Thursday, 28 January 2010

Film Noir

Double Indemnity

A film released in 1944 starring Fred MacMurray and Barbara Stanwyck, directed by Billy Wilder.

The title sequence contains the names of those who produced and worked on the movie, with the enigmatic shadow of what appears to be a man limping forward on crutches. This creates mystery towards the figure the audience see, and the shot of the character closing ever nearer becomes quite menacing. Strong non diegetic music plays over this sequence with what sounds like drums, getting louder in effect creating a climax. The sequence then cuts to a long shot of a cross roads at night, showing a car speeding and cutting off traffic, which then defies the stop sign, connoting a sense of rushing. The car comes to a halt, and the male character is shown with his back to the screen, once again supporting that of a mysterious person as the audience cannot identify with him. The male character has a costume of a hat and a long coat, suggesting already that he is professional and a business man, although his apparant limp and one word answers suggest he may be hiding something. The male character is seen in an office with the typical noir trait of venetian blinds in the low key lighting reflecting back onto, suggesting this character has committed a crime. The non-diegetic music continues, although less menacing than before, and it ceases when the man begins to talk, connoting focus on him and his 'confession' of murder. Another element that is typical of noir films is the flashback, narrated by the man confessing how he came to have murdered someone.
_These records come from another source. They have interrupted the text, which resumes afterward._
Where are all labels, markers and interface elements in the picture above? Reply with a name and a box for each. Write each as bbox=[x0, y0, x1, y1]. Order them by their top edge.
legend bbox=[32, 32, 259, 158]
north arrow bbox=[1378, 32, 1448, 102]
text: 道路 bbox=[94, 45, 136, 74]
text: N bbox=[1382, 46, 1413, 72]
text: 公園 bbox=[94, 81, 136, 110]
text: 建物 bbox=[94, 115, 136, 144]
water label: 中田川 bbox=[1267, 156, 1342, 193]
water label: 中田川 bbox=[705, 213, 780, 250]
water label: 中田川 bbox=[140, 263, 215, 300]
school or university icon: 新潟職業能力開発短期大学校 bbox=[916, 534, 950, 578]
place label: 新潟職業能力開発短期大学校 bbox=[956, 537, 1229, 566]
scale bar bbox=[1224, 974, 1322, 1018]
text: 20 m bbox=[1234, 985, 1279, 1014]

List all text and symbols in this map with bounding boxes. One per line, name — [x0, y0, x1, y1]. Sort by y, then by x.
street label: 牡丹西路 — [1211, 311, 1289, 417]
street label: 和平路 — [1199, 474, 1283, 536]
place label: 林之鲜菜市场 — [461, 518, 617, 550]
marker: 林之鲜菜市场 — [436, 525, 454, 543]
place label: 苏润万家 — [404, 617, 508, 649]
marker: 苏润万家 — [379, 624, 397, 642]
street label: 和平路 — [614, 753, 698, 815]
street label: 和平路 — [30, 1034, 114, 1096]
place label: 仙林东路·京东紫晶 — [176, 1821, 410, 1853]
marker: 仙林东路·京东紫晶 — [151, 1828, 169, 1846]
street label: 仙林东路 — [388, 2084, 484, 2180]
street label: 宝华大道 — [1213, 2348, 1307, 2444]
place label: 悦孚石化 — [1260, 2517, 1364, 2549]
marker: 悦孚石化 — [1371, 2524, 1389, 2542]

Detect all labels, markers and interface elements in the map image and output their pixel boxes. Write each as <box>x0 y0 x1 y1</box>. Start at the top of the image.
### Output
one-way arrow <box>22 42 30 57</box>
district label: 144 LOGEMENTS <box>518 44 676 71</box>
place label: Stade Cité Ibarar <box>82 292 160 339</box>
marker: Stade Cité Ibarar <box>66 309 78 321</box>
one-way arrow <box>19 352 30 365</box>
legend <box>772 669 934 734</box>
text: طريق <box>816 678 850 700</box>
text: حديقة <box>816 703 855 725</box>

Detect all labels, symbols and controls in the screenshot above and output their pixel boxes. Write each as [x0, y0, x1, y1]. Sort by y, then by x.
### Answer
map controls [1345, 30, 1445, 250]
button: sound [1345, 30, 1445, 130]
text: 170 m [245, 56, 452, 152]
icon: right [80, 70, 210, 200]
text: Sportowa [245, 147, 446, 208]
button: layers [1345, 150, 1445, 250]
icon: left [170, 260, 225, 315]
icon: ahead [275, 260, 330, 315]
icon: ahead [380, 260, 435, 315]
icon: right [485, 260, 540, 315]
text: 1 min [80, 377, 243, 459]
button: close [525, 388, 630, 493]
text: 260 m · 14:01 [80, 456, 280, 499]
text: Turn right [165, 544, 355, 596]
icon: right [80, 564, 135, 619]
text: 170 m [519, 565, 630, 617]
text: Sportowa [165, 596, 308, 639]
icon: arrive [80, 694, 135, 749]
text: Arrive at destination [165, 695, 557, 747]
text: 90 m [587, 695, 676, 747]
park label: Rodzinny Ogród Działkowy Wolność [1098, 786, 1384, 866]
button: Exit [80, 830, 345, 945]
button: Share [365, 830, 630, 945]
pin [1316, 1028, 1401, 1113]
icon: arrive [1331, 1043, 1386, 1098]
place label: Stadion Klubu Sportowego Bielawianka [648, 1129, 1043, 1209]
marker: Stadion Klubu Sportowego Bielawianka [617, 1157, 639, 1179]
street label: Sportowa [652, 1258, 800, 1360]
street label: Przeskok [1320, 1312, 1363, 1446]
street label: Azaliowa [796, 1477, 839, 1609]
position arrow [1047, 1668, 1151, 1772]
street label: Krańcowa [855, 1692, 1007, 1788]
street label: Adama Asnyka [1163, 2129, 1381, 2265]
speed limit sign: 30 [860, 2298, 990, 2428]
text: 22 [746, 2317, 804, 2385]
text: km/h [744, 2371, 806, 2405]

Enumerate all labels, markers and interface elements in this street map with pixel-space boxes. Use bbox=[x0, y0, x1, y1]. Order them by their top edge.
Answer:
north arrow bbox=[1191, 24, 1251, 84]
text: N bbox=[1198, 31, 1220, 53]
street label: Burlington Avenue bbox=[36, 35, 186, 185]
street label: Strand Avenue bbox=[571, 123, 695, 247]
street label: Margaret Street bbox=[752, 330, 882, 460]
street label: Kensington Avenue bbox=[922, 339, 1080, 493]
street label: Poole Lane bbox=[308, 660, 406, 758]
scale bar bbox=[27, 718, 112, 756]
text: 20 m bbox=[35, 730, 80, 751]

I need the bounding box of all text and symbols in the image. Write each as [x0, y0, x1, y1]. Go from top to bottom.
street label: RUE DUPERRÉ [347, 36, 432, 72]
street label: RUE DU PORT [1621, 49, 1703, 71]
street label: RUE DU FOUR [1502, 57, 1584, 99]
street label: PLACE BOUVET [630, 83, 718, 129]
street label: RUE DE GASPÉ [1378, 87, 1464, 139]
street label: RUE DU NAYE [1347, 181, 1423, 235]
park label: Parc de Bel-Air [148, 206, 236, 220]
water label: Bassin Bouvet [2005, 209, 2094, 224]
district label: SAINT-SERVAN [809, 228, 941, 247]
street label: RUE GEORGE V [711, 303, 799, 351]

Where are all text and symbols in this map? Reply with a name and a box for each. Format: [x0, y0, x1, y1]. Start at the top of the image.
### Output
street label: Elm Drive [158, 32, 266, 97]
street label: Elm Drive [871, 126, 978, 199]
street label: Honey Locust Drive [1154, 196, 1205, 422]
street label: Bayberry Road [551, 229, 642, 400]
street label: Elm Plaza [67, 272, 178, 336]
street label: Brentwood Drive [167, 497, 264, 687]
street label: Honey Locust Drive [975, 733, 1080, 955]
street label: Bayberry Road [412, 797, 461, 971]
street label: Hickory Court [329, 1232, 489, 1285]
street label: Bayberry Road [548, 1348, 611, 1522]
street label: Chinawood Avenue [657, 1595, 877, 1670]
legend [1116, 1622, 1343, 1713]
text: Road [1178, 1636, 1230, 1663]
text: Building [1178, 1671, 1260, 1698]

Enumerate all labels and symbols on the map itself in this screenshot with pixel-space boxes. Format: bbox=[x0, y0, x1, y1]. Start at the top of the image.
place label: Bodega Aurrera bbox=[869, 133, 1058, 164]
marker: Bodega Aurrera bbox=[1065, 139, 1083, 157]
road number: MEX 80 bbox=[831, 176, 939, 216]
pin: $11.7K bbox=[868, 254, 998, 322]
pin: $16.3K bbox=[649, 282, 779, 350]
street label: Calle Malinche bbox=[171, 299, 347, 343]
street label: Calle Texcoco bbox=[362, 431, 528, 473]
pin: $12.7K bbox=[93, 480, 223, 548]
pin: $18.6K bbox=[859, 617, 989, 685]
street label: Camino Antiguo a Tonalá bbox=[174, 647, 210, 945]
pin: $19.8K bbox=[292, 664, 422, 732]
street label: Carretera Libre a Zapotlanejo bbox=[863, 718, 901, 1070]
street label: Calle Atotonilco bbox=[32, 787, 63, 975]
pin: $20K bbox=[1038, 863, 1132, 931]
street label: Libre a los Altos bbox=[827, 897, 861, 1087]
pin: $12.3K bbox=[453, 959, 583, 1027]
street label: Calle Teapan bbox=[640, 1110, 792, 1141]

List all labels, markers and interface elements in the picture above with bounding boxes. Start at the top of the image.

The previous year is shown, with the bright ambient lighting from the sun contrasting with the dark current state in which the man is narrating from presently.

Overall i think that some of the film noir elements such as the flashbacks are quite effective is used appropriately, as in thriller films this proves to work in the re-telling of how events of crime or murder unravelled, and this would be something i would want to progress with when producing our 2 minute opening sequence.